By John Thomas Tuft

The Quiddler Quora of Farklers were gathered for their weekly tournament. Every Friday without fail, they gathered in the living room of one of the elite members for a cutthroat round of the word card game or the noisy rattles of six dice going for 10,000 points and bragging rights. And snacks. Snacks are a must. Snacking took a steep dive when they all decided to try keto diets at the same time, but true friendships must withstand tougher challenges than that. After all, when one of the players makes the absolute best chocolate cinnamon cake with fudge icing, all from scratch mind you, keto can easily be returned, when absolutely necessary, to the ash heap of history where it belongs. When Sis’s daughter in law signed her up for a wine club membership, the true meaning of a match made in heaven was realized. To the fullest. Word to the wise, chocolate and wine can loosen the tongue, moderation be damned. Oh, and little dogs. I’d be remiss if I did not tell you that they all bring their little dogs to the weekly event. But you probably already guessed at that…

It was mid-January, if I’m not mistaken, when the ladies gathered at Sis’s new place. Sis had decided she needed more room and a man, so she went and found a man and they bought a bigger house together. In the same cul de sac, with the same neighbors, and the same Friday appointment, so not to worry. If you have ever listened to a group of women, ages 68 to 88, competing in any arena, then the following comes as no surprise. Periods of low muttering, grumbling. Interrupted by gales of laughter. Some long silences while words are searched for in the official Quiddler Dictionary. Then cries of triumph or disagreement. While the small dogs compete for attention on comfortable laps. A discussion started over whether they needed to take a break and play Mexican Train or not. Which ended with keto be damned, break out the chocolate cake and the wine. Which led to them telling stories to each other. Which is what any group of good friends will do, and the QQF are no different.

Artie, the unofficial head of the QQF, who somehow had found her way from South Dakota to central Virginia on a dare, or her marriage–it can be hard to tell them apart–told a story about one of her students from her teaching days in a small town just down the road. It seems little Simon kept being tardy, showing up late for school. Artie knew that Simon’s family did not have two nickels to rub together and that his chance for a better life included an education. South Dakotans are a practical folk. “So, I said, Simon, if it’s because you don’t get breakfast, get here on time and I’ll have some cereal and an orange for you every day.” “I have breakfast just fine, teacher,” said Simon. “Do you not wake up on time?” asked Artie. “I can get you an alarm clock.” “Oh, no, I’m up with the chickens,” said the boy. “Then what is it? Why are you late for school?” Simon hesitated.
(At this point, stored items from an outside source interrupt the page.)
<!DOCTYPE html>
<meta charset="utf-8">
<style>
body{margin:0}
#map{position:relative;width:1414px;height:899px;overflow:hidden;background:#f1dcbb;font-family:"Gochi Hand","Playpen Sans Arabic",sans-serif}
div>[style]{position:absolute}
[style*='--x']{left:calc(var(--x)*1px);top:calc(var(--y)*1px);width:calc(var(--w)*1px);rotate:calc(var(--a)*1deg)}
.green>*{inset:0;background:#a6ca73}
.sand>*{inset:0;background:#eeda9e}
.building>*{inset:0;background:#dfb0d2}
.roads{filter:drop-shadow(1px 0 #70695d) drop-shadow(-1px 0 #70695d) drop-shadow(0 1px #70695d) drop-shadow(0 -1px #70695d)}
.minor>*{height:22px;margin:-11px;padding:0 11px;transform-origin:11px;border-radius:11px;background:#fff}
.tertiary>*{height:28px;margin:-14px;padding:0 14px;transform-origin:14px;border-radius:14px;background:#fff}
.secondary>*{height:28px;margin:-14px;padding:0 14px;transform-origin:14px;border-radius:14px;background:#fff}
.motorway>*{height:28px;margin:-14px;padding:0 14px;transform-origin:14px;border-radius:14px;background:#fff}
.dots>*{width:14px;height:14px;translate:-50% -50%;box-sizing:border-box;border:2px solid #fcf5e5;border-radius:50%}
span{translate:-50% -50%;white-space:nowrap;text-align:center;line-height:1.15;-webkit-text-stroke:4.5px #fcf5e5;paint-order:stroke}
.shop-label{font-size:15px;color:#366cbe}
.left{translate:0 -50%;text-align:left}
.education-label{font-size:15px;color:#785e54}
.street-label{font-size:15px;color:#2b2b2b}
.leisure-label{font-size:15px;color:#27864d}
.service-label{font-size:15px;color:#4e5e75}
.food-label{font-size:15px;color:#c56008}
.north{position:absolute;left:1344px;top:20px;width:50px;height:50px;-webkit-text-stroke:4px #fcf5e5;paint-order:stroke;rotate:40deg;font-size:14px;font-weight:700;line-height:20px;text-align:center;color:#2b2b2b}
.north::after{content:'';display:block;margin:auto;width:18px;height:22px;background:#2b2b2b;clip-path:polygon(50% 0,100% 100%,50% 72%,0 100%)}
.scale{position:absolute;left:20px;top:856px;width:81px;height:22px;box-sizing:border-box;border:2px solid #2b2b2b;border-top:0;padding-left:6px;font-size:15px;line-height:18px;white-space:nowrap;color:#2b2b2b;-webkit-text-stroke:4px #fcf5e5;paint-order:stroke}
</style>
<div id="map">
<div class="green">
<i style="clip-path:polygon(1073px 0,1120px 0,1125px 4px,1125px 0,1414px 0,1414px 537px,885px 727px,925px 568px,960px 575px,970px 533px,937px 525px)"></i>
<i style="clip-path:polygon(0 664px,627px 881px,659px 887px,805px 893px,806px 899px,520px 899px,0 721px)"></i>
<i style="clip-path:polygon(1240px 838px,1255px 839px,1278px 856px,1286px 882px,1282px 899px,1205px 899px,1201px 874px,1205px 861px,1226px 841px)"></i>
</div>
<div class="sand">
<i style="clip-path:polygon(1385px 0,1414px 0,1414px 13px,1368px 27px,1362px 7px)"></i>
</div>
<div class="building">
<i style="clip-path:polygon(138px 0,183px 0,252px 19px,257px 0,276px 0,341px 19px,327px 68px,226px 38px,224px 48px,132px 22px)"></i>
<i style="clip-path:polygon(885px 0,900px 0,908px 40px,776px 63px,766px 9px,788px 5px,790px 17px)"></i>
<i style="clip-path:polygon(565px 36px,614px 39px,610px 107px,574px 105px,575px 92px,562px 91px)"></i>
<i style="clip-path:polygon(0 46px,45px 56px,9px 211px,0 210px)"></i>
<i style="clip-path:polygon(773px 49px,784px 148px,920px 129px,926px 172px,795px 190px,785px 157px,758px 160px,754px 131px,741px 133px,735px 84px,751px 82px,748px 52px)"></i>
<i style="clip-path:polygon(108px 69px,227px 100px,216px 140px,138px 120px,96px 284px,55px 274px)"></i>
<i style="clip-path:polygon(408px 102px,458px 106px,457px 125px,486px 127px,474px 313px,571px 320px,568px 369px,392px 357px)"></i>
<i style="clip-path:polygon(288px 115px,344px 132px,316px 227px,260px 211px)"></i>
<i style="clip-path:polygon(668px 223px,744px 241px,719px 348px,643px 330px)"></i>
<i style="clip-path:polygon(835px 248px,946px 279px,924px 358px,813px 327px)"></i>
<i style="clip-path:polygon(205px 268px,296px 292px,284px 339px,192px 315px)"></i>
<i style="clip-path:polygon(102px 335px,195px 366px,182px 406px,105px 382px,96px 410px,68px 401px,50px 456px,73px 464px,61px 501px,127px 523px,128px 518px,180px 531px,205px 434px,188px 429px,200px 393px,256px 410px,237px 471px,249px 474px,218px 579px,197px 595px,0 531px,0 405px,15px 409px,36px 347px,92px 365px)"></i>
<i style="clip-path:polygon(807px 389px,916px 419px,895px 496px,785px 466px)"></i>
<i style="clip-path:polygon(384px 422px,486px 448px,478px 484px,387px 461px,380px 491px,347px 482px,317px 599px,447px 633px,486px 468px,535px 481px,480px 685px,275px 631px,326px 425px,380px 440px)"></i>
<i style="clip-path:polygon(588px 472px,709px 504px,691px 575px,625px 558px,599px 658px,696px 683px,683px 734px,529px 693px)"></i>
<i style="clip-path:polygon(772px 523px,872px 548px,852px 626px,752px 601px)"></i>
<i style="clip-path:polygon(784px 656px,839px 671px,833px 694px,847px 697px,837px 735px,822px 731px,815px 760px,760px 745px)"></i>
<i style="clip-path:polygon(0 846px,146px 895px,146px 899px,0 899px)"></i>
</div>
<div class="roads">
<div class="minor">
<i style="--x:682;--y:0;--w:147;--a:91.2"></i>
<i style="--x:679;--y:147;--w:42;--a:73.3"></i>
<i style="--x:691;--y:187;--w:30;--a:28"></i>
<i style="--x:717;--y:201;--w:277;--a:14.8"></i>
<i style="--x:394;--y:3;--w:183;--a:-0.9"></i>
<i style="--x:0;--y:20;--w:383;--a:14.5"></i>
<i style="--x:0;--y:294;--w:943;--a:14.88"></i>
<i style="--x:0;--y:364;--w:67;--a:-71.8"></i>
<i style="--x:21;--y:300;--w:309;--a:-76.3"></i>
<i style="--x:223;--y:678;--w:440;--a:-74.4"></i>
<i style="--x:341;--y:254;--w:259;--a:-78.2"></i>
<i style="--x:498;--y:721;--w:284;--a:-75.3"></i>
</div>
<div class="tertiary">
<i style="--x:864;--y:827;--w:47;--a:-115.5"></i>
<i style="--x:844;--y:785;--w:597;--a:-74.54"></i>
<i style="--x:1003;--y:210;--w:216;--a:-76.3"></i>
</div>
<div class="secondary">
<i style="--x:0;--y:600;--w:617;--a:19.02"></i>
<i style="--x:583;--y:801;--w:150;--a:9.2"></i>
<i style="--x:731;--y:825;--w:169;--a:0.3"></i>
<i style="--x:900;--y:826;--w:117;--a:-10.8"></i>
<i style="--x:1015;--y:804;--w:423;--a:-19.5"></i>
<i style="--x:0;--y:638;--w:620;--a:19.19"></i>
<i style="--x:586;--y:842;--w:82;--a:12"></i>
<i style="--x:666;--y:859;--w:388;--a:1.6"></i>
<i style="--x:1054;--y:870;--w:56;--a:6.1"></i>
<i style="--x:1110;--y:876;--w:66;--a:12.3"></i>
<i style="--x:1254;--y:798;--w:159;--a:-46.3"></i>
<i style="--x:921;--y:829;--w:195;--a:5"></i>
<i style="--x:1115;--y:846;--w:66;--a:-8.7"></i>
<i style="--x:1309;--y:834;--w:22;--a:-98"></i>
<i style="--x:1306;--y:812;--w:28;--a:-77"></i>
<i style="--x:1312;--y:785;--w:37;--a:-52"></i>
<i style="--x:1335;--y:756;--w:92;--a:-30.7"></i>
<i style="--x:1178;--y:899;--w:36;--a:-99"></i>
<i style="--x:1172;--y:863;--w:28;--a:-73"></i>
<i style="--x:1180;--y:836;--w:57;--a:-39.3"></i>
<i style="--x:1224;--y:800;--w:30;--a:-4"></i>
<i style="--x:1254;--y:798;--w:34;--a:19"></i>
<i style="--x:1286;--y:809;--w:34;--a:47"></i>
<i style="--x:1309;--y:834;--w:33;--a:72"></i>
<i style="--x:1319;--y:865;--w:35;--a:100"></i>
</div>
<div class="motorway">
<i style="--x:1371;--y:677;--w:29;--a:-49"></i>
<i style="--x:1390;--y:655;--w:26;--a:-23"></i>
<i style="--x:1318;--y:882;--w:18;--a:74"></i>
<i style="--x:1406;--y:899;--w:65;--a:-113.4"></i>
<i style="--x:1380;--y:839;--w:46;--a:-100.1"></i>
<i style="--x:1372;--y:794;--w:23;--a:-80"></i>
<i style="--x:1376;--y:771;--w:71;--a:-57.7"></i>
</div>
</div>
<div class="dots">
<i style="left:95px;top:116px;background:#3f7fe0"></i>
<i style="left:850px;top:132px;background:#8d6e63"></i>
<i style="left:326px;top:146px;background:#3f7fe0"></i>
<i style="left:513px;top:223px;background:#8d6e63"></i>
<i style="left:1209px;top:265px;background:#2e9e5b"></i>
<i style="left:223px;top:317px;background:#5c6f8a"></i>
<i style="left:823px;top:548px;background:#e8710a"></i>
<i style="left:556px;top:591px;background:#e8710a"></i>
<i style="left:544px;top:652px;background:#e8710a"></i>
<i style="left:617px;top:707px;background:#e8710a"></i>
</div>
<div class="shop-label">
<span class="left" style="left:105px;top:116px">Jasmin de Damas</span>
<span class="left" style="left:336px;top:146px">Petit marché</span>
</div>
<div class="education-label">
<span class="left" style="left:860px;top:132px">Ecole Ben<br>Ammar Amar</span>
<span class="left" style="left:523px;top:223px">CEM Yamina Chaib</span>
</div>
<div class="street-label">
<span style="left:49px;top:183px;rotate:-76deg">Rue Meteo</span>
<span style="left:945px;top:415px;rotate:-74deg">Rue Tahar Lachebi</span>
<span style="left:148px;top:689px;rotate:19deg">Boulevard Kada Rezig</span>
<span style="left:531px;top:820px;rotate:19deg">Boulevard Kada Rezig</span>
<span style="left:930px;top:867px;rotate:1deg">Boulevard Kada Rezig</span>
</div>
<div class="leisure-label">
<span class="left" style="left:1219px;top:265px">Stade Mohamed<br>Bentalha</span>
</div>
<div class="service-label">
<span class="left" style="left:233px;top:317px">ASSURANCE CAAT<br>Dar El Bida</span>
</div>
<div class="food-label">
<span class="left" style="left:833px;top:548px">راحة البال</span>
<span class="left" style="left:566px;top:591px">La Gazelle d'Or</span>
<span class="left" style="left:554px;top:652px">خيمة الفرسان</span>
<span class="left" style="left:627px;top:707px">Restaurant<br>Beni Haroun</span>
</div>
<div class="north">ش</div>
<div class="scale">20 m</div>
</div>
Finally, “Because I have the shoes.” “I don’t understand,” said Artie. Simon drew himself up, and explained, “I have the only pair that don’t have holes in the bottom, ma’am. My little sister can’t walk. So, every morning I carry her out and show her the spring where our water comes from. I tell her some day she’ll walk there herself. Just hope. That’s all. Sorry for being late.”

Cake was eaten and wine was consumed. Next Charlotte told a story while waiting for a double twelve domino tile to release her orange engine and go out in triumph, of course while scratching the ears of the small dog in her lap. “It was right after Chester died. I was devastated, so alone and wondering what would become of me. I had to keep working because we had debts from when his business failed. My daughter was married and lived in California. I was not about to ask her for help. Chester had his pride and I have mine. I got so worried I started to have heart problems and the doctor told me to sell the house and go live near my daughter. But my life is here. One day my daughter just showed up at the door. Said she’d been worried about me. We went for a drive up on the Blue Ridge Parkway. I found a clear, cold spring coming from the side of the mountain. When I tasted it, I can’t explain it, I just knew everything would be okay. And here I am.”
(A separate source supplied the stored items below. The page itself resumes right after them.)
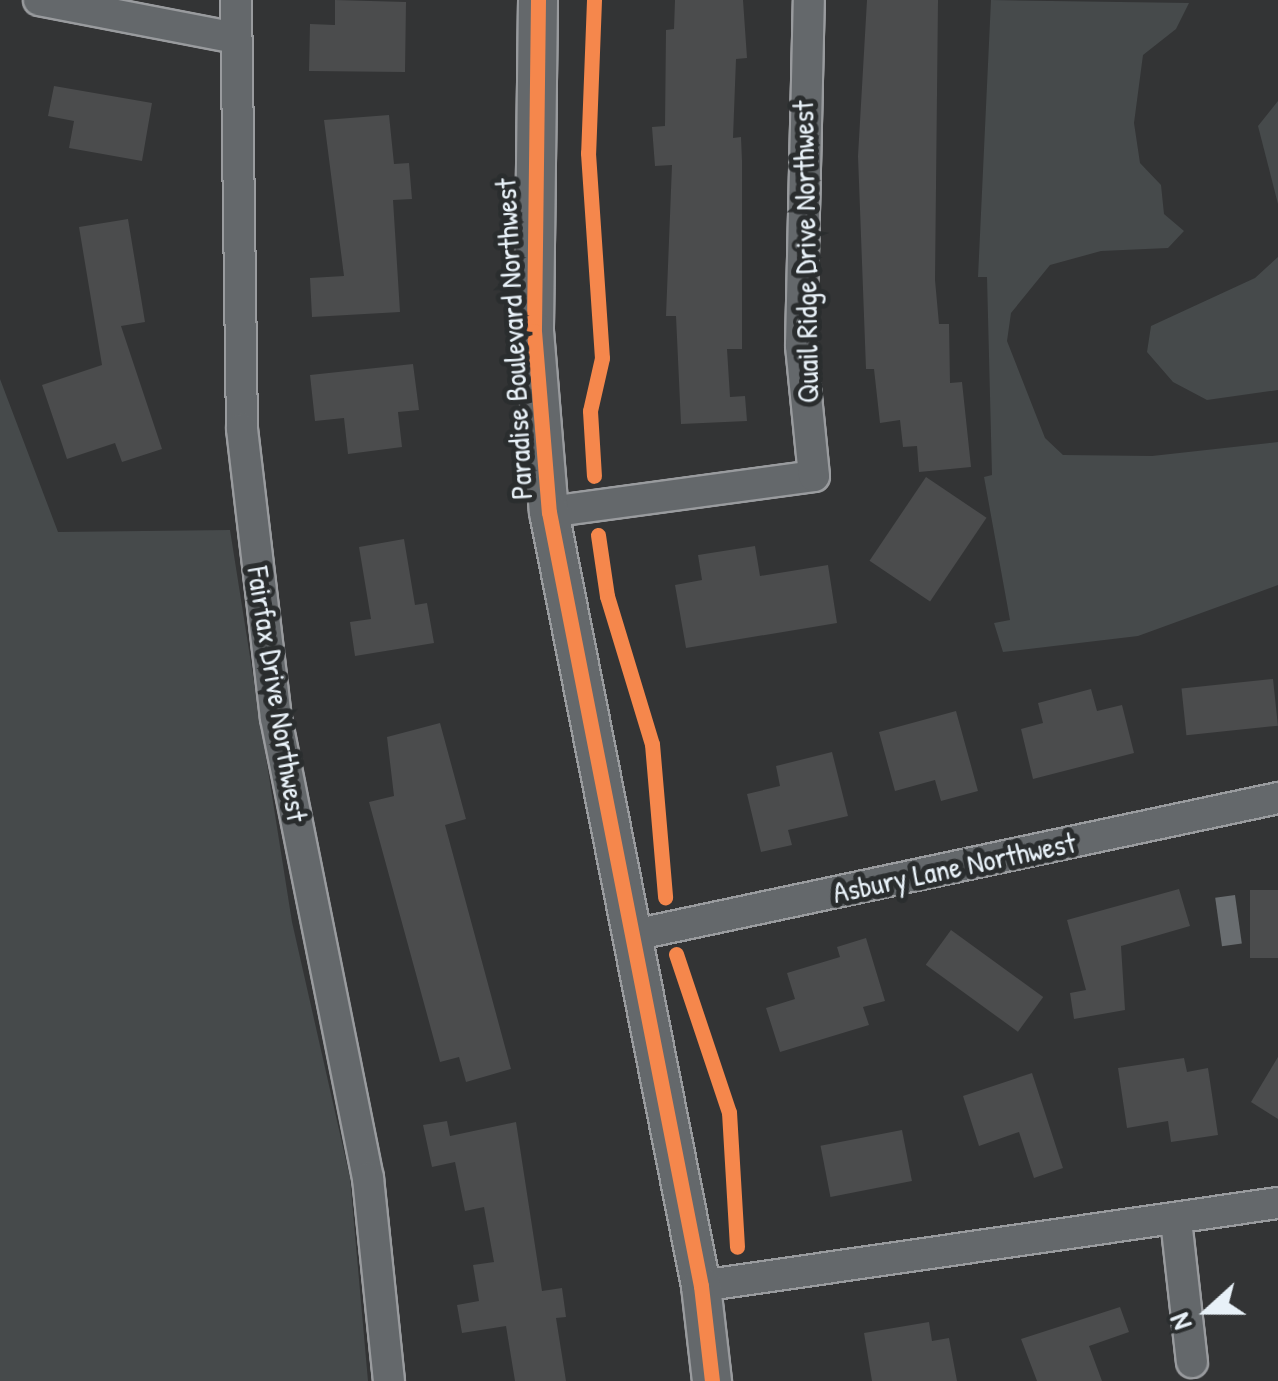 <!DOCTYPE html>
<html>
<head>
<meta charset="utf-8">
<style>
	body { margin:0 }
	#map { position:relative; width:1278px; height:1381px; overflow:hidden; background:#333435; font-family:"Patrick Hand",sans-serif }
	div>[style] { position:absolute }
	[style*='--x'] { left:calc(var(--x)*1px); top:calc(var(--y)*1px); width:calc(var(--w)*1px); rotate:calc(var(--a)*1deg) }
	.green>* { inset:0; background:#464a4b }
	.water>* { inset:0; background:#696d70; transform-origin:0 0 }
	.building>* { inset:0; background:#4b4c4d; transform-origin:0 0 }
	.roads { filter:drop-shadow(2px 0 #999b9e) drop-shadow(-2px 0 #999b9e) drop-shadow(0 2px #999b9e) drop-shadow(0 -2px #999b9e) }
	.minor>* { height:30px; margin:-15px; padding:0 15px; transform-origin:15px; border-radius:15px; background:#64686b }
	.tertiary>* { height:38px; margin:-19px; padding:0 19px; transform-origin:19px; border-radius:19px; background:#64686b }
	.cycleway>* { height:15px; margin:-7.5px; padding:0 7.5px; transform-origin:7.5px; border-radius:7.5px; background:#f5874c }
	span { translate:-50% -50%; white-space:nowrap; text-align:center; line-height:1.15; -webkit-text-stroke:10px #2a2d2e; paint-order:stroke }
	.street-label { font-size:30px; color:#e8f1f8 }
	.north { position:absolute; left:1158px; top:1261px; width:100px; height:100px; -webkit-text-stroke:8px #2a2d2e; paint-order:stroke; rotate:249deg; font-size:28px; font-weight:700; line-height:40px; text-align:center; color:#e8f1f8 }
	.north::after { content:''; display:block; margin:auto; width:35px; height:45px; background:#e8f1f8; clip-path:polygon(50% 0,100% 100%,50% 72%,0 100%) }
</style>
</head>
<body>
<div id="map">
	<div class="green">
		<div style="clip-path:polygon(991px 0,1189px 3px,1176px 29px,1143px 55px,1134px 123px,1140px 163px,1161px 185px,1164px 214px,1184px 231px,1168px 248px,1101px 251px,1050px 265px,1011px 313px,1007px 341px,1045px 438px,1063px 455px,1152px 456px,1278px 442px,1278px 585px,1138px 636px,1003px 652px,994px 623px,1010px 620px,984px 477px,992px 475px,987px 277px,978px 277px)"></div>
		<div style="clip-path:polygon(1278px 101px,1278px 204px,1258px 126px)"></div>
		<div style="clip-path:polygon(1278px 257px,1278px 390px,1207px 400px,1173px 382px,1147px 352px,1151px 326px,1255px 278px)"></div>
		<div style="clip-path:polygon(0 379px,58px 532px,230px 530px,292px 922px,350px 1178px,368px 1381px,0 1381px)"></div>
	</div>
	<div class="water">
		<div style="left:1235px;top:895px;width:49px;height:20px;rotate:82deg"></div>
	</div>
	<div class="building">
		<div style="clip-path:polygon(335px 0,406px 2px,405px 72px,309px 71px,310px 24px,335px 25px)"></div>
		<div style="clip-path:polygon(675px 0,743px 0,747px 58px,736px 59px,733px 138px,741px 137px,742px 161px,742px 349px,727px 349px,730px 397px,745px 396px,747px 421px,681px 424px,676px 316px,666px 316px,672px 165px,655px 166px,652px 127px,665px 126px,666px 30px,674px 29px)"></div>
		<div style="clip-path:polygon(867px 0,938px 0,935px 280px,939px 324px,949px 324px,950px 383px,962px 382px,971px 467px,919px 472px,917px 446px,903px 447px,900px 420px,880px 423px,874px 369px,866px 369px,858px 156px)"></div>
		<div style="clip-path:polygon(54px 86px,152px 103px,142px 161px,69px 148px,74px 121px,48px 116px)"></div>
		<div style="clip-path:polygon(389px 115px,394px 164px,409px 163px,412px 199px,393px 200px,400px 312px,312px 317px,310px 278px,344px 276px,324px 120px)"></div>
		<div style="clip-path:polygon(128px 219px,145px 322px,121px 326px,162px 449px,122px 462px,115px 443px,67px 459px,42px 385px,102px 365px,79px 227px)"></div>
		<div style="clip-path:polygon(413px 364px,419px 410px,398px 412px,402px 447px,348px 454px,344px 418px,315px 421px,310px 375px)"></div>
		<div style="left:926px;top:477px;width:73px;height:101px;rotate:34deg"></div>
		<div style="clip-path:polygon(404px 539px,415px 605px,427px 603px,434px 643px,355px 656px,350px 622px,371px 619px,359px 547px)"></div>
		<div style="clip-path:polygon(755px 546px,760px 576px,828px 565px,837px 623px,686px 648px,675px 585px,702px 580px,698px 555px)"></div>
		<div style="left:1273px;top:679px;width:47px;height:92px;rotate:84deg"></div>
		<div style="clip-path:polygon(1091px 689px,1097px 711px,1122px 705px,1134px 753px,1033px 779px,1021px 729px,1043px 723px,1038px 703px)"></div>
		<div style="clip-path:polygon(956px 711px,978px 791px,941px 801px,935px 780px,895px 791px,879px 732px)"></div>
		<div style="clip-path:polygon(440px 723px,466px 819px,445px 825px,511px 1069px,466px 1082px,459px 1057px,440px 1062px,369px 802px,394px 796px,387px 737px)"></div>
		<div style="clip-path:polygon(832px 752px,848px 816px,788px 830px,792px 845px,761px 852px,747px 794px,780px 786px,776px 766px)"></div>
		<div style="clip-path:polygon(1179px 889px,1190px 926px,1121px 946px,1125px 1010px,1074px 1019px,1070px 993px,1086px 990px,1067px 920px)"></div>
		<div style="left:1250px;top:890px;width:28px;height:68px"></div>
		<div style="left:951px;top:930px;width:114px;height:43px;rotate:36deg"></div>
		<div style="clip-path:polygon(866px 938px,885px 1001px,863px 1007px,869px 1025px,780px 1052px,766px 1008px,795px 999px,787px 973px,840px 957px,837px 947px)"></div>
		<div style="clip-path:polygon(1278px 1057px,1278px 1119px,1251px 1102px)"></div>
		<div style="clip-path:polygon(1184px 1058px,1187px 1072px,1208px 1068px,1218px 1135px,1171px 1142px,1168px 1121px,1127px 1128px,1118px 1068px)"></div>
		<div style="clip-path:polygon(1032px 1073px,1063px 1168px,1034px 1178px,1019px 1132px,979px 1146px,963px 1096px)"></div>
		<div style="clip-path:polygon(447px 1121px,450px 1136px,516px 1122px,542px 1291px,562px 1288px,566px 1317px,556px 1318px,566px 1381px,515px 1381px,506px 1326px,462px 1333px,457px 1305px,479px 1301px,473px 1265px,494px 1262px,484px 1207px,465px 1211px,455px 1162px,432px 1167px,423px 1125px)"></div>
		<div style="left:902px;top:1130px;width:52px;height:83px;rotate:79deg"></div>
		<div style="clip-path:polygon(1120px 1307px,1129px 1332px,1089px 1346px,1102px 1381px,1037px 1381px,1021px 1339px)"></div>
		<div style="clip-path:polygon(929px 1322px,932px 1341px,949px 1338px,957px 1381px,872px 1381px,864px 1333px)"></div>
	</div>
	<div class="roads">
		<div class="minor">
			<div style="--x:39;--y:0;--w:196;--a:10.9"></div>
			<div style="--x:236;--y:0;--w:429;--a:89.2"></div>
			<div style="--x:242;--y:429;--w:291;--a:83.3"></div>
			<div style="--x:276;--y:718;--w:469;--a:78.7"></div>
			<div style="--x:368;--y:1178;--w:204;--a:84.1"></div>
			<div style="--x:549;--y:512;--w:267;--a:-7.7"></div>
			<div style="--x:814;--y:476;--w:132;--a:-95.7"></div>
			<div style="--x:801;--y:345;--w:345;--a:-88.7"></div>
			<div style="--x:629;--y:936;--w:664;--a:-12"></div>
			<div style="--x:1176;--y:1220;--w:143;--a:83.6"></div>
			<div style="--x:701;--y:1286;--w:583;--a:-8.19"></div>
		</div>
		<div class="tertiary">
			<div style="--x:538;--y:0;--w:331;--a:90.7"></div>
			<div style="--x:534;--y:331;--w:182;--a:85.3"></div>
			<div style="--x:549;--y:512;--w:789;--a:78.89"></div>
			<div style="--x:701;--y:1286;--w:96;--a:83.4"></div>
		</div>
	</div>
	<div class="cycleway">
		<div style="--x:538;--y:0;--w:331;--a:90.7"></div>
		<div style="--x:534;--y:331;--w:182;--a:85.3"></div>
		<div style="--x:549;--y:512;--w:789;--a:78.89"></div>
		<div style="--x:701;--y:1286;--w:96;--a:83.4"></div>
		<div style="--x:594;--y:0;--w:153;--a:92.2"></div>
		<div style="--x:588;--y:153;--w:205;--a:86.1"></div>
		<div style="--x:602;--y:358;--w:54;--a:102.8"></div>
		<div style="--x:590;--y:411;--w:65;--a:86.5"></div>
		<div style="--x:598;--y:535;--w:62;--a:81.6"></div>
		<div style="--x:607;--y:596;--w:155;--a:73.1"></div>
		<div style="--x:652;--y:744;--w:154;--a:85.1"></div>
		<div style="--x:676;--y:954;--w:167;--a:71.5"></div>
		<div style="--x:729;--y:1112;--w:135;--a:86.6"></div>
	</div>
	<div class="street-label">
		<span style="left:805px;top:252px;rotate:-91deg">Quail Ridge Drive Northwest</span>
		<span style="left:513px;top:339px;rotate:-93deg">Paradise Boulevard Northwest</span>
		<span style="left:278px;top:694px;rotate:81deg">Fairfax Drive Northwest</span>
		<span style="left:954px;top:867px;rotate:-12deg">Asbury Lane Northwest</span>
	</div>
	<div class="north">N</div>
</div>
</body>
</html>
Cake was eaten and wine was consumed. Sis told her story. “My boy was in jail. Again. His father and I were divorced, but we both loved him. Enough to leave him in there for a time, no drugs, no alcohol. It near broke my heart beyond all mending. I was trying to start over, go to school so I could do more what I wanted to do with my life. But I was at my lowest. What had I done wrong? Late one night, his dad stopped by. Said let’s take a walk. And we went back out in the woods, back to where the spring that fed the house bubbled up. I knelt down and took a long drink of that ice cold, pure water. And with that swallow I knew that I had to learn to let go, or it’s forced on us…”

And the QQF ladies all nodded in agreement because that’s the kind of friends they are…

Words are magic and writers are wizards.